Fig. 5 (A) The characteristic feature size from the fit equation per laser power shows an increase in the surface morphology roughness due to increasing laser power. (B) The characteristic times for the fit roughness equation to reach steady state show a decrease in time with increasing laser power. Laser power of 1 W (no morphology change) and 1.25 W (little morphology change) were above the threshold for detection by this method and therefor both show low characteristic times.

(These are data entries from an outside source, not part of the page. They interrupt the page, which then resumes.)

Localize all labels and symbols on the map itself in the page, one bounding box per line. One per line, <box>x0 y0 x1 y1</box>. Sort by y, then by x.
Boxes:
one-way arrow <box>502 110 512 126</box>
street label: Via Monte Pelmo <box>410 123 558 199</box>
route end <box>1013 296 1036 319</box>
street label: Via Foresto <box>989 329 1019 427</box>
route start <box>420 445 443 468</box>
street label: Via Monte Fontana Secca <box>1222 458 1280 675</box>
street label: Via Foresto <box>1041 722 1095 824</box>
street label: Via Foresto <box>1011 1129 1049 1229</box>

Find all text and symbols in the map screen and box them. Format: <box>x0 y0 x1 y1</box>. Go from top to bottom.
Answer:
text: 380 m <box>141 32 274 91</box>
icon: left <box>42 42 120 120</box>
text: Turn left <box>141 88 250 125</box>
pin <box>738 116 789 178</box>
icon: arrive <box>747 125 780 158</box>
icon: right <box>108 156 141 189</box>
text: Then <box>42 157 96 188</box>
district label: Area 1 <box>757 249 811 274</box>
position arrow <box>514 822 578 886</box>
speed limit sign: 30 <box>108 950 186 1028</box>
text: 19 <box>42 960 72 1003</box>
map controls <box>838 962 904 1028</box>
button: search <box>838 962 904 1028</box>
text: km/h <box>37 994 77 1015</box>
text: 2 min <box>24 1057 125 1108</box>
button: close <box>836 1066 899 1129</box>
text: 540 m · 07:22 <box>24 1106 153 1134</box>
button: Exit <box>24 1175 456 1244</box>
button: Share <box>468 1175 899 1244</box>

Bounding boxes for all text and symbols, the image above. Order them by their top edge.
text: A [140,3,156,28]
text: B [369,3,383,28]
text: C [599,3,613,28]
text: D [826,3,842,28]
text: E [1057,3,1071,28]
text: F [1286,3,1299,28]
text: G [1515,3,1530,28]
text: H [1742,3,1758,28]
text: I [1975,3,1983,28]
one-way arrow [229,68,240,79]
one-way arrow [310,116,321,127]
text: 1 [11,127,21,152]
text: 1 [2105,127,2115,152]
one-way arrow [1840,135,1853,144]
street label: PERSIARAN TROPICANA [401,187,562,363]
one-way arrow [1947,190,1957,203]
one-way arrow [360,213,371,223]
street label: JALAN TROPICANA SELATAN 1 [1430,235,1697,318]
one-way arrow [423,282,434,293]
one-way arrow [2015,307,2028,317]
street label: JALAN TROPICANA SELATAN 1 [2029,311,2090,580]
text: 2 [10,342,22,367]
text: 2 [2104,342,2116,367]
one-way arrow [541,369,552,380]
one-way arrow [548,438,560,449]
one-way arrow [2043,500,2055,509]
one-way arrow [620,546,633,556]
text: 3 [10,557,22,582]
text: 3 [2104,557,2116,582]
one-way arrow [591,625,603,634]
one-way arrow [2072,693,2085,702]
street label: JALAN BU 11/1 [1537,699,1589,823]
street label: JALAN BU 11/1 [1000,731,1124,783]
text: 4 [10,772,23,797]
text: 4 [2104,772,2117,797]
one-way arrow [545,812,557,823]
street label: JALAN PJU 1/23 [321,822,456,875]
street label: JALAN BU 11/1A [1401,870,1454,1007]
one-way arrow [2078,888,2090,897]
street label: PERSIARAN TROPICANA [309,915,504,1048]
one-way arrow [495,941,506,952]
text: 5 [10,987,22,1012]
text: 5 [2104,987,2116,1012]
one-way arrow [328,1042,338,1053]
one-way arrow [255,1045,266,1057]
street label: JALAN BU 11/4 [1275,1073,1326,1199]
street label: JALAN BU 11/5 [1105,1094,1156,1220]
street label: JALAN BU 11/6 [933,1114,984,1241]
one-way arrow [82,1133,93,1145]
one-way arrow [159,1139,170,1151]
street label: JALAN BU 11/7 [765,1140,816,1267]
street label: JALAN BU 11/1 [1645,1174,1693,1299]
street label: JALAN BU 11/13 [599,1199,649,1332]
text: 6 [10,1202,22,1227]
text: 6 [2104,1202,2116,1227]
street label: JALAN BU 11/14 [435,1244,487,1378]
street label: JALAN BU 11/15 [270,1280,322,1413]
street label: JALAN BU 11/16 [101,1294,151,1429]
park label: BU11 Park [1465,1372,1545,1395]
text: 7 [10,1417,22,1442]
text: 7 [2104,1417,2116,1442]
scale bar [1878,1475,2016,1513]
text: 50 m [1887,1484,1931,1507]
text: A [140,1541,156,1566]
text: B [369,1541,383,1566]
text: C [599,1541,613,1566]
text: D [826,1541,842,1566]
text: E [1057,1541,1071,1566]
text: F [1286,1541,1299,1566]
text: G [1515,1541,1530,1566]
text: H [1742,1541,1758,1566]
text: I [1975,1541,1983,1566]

3.4 Validating calculated characteristic feature size and time
The characteristic feature size of each photothermally treated spot, calculated through speckle analysis, increases with the application of increasing laser power, with the exception of 1.25 W [Fig. 5(a)]. In order to validate that the characteristic feature sizes determined through this analysis are correlated to the real nanoscale feature sizes of the film the average feature size of each laser shot (shown in Fig. 3) was calculated by weighing each regions feature size by its area percentage. The resulting feature sizes calculated through dynamic speckle analysis, as well as through image analysis of the spot morphologies calculated by taking a weighted average of the feature sizes using region areas identified in Fig. 3, are shown in Fig. 6(a) where a linear correlation is found with a R2 value of 0.947 [Fig. 6(b)]. This demonstrates that through using the autocorrelation analysis of the dynamic laser speckle it is possible to correctly estimate the feature size of the film with nanometer sensitivity.
Fig. 6 (A) Characteristic feature sizes calculated from the fitted speckle autocorrelation function (red) and from directly measuring nanostructure via image analysis (blue). (B) The characteristic feature sizes calculated from fitting the calculated speckle autocorrelation function show a strong linear relationship with the feature sizes measured directly via image analysis (R2 = 0.947).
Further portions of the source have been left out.